Appalti e Camorra: Riesame annulla l’ordinanza di custodia per Carlo Sarro (Fi)

L’esponente di Forza Italia era stato accusato del reato di turbativa d’asta nell’ambito di un’inchiesta della Dda di Napoli su appalti pilotati e camorra. Il Tribunale del Riesame di Napoli ha annullato l’ordinanza di custodia emessa nei confronti del deputato di Forza Italia

Carlo SarroNapoli, 25 luglio – Il Tribunale del Riesame di Napoli ha annullato l’ordinanza di custodia agli arresti domiciliari, che era stata inoltrata alla Camera con la richiesta di autorizzazione all’arresto, nei confronti del deputato di Forza Italia e componente della Commissione Antimafia, Carlo Sarro. Il Tribunale ha accolto la richiesta dell’avvocato Vincenzo Maiello, difensore del parlamentare.

L’ordinanza era stata emessa nell’ambito di un’inchiesta della Dda di Napoli per una ipotesi di turbativa d’asta in relazione ad alcuni appalti della Gori, società che gestisce il ciclo delle acque per conto dell’Ato 3 di cui Sarro è stato commissario.  Secondo l’accusa, gli appalti, sarebbero stati ‘pilotati’ dall’esponente politico.

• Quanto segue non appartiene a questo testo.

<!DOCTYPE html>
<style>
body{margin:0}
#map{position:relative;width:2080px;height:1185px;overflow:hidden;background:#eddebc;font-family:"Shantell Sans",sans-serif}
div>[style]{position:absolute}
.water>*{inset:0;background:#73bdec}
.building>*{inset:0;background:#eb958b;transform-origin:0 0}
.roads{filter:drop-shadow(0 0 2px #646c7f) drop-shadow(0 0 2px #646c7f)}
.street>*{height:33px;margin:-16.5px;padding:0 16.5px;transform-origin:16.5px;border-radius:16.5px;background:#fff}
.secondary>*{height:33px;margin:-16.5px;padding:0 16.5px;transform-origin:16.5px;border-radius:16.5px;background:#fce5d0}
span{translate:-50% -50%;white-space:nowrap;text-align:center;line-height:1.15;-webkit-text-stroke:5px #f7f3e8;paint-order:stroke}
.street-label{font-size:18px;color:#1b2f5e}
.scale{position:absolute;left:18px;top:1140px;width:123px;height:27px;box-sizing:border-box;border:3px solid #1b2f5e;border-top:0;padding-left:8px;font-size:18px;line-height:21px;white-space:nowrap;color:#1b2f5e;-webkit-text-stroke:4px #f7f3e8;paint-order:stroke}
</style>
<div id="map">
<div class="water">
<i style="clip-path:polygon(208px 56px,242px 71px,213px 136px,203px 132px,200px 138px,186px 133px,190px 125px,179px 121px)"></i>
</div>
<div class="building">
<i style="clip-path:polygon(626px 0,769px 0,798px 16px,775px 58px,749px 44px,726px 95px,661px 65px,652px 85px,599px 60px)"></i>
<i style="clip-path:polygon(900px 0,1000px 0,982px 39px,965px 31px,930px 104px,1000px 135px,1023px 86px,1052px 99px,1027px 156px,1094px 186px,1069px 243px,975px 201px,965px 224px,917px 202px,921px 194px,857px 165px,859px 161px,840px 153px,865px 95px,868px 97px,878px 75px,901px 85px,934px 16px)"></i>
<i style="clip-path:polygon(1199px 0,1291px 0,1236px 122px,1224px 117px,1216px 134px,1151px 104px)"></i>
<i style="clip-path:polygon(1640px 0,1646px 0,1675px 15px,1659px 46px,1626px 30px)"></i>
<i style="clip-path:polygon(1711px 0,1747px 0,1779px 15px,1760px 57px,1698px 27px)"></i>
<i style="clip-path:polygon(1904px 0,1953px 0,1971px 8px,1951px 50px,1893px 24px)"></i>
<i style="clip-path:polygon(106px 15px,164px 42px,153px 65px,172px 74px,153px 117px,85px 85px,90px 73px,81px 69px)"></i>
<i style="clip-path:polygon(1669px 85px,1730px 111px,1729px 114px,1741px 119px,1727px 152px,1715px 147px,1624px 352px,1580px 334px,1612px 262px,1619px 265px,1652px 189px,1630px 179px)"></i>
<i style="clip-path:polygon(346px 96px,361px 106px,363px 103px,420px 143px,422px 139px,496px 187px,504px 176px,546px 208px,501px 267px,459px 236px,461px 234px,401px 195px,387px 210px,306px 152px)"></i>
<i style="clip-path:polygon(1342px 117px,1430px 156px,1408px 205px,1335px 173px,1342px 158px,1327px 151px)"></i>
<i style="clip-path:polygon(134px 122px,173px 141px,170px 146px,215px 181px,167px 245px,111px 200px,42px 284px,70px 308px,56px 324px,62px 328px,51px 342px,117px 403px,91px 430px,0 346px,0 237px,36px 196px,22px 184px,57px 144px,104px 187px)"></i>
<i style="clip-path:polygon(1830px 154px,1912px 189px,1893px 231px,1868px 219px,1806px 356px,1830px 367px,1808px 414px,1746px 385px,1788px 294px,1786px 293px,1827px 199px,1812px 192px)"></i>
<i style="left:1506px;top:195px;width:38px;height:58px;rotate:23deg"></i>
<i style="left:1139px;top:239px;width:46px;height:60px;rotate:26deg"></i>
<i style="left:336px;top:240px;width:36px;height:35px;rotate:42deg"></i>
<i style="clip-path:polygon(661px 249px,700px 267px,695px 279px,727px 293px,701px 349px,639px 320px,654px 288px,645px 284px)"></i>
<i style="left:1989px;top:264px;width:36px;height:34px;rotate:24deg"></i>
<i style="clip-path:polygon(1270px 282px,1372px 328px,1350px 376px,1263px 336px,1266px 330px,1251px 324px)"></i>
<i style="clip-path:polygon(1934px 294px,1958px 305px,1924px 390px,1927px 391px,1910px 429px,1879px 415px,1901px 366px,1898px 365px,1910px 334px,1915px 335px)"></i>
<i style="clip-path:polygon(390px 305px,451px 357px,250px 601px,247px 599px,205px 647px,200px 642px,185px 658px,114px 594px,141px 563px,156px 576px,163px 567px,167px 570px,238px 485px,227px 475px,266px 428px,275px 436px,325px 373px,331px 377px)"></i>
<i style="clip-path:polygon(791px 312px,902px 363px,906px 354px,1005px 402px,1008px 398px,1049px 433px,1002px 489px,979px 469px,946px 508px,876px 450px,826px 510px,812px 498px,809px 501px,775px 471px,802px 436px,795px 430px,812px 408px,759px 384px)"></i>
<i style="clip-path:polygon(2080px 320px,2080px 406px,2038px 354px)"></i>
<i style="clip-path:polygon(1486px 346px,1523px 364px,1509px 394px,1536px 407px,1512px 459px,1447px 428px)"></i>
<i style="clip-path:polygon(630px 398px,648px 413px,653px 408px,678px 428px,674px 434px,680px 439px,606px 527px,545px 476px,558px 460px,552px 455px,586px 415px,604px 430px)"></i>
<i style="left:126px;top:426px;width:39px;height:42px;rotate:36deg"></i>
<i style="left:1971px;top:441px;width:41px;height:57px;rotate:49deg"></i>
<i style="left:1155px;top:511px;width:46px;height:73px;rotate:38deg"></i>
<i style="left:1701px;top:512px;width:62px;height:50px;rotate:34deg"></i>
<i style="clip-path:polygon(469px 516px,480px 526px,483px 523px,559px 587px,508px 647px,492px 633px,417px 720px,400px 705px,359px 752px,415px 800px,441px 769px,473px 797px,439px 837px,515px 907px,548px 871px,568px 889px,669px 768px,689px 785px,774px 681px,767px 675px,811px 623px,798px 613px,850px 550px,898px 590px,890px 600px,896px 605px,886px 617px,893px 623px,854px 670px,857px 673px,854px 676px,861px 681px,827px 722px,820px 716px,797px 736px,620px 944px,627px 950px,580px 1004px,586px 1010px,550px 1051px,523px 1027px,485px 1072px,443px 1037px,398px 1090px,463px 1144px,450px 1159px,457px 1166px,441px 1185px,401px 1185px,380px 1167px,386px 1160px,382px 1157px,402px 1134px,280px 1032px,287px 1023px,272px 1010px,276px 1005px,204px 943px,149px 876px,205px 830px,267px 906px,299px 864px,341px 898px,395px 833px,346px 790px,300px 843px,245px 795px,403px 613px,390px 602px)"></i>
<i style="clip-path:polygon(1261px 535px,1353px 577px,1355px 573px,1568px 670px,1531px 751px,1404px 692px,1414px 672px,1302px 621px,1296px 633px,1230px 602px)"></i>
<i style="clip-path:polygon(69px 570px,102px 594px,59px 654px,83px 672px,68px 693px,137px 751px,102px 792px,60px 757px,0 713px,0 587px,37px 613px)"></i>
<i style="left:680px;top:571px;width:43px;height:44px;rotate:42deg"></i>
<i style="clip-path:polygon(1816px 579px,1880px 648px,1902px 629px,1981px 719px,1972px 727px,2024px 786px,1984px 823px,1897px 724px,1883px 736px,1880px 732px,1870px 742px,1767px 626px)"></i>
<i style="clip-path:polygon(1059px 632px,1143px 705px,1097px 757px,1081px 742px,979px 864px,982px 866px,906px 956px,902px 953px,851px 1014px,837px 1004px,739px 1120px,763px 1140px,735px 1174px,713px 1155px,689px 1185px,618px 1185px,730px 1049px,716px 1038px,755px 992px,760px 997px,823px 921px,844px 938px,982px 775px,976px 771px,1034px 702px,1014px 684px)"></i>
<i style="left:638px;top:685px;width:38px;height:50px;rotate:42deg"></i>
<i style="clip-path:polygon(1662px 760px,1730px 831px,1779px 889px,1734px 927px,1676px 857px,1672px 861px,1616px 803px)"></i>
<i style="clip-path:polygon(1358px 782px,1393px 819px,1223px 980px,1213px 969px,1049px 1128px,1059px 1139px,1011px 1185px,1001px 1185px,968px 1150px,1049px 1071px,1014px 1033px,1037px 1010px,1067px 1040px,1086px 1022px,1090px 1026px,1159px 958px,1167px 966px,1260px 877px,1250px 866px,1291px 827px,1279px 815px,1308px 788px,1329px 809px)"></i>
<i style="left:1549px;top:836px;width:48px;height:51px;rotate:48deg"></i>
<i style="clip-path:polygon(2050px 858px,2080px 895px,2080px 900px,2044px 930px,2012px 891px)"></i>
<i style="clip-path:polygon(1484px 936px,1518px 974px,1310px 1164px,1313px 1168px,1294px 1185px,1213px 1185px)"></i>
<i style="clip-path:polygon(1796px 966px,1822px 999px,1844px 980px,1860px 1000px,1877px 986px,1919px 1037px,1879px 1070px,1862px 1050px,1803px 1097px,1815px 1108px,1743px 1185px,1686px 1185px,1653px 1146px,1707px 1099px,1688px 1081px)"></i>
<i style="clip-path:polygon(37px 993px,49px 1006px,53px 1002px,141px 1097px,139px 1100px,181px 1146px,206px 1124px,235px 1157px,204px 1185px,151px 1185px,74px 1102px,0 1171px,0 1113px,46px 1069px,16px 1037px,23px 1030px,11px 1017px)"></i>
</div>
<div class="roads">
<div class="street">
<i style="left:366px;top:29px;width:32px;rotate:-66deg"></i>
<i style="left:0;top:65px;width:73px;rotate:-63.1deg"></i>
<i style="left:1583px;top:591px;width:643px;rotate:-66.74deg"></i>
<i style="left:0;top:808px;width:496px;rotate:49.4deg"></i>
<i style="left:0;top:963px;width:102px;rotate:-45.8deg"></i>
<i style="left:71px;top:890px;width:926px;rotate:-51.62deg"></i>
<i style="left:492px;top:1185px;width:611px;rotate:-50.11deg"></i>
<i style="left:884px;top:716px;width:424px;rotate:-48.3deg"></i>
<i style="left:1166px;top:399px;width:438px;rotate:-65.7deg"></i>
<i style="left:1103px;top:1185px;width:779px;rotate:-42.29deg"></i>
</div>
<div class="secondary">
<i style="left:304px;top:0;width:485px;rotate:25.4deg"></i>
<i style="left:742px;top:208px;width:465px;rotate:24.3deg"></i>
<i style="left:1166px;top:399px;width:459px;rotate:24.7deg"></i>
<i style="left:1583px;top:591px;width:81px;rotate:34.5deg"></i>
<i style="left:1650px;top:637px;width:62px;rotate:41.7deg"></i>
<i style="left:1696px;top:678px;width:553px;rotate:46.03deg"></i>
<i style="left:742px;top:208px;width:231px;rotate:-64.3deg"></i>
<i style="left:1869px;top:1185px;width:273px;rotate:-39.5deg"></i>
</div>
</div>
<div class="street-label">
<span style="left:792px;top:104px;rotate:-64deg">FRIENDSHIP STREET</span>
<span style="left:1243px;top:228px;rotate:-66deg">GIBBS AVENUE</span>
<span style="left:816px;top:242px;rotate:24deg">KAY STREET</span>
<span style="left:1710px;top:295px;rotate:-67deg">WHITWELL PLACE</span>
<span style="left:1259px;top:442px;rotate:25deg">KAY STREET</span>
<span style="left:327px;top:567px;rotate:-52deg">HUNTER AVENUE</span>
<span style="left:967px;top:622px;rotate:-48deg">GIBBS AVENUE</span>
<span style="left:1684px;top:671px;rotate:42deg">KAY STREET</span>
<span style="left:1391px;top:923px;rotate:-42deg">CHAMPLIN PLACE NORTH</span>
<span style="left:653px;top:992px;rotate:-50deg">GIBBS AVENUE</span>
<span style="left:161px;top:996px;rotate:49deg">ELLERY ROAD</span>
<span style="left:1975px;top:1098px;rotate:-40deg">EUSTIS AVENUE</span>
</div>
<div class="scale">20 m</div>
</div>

La mia immagine e la mia reputazione sono state massacrate a livello nazionale in maniera immotivata” con queste parole l’onorevole Sarro ha commentato l’annullamento della misura cautelare emessa nei suoi confronti ed ha aggiunto “Non si è dimostrato come fosse stata alterata questa gara”.

Mentre Vincenzo Maiello, l’avvocato difensore di Sarro, rincara la dose e afferma che si è trattato di un provvedimento ingiusto contrario al diritto e alla verità dei fatti aggiungendo “Sono finiti giorni bui, il Riesame ha messo la barra della legge e del diritto al centro delle valutazioni”.

Inoltre l’avvocato ha annunciato che nei prossimi giorni ci potrebbe essere una conferenza stampa del deputato che si è dimesso dalla carica di componente della Commissione Antimafia a seguito del provvedimento.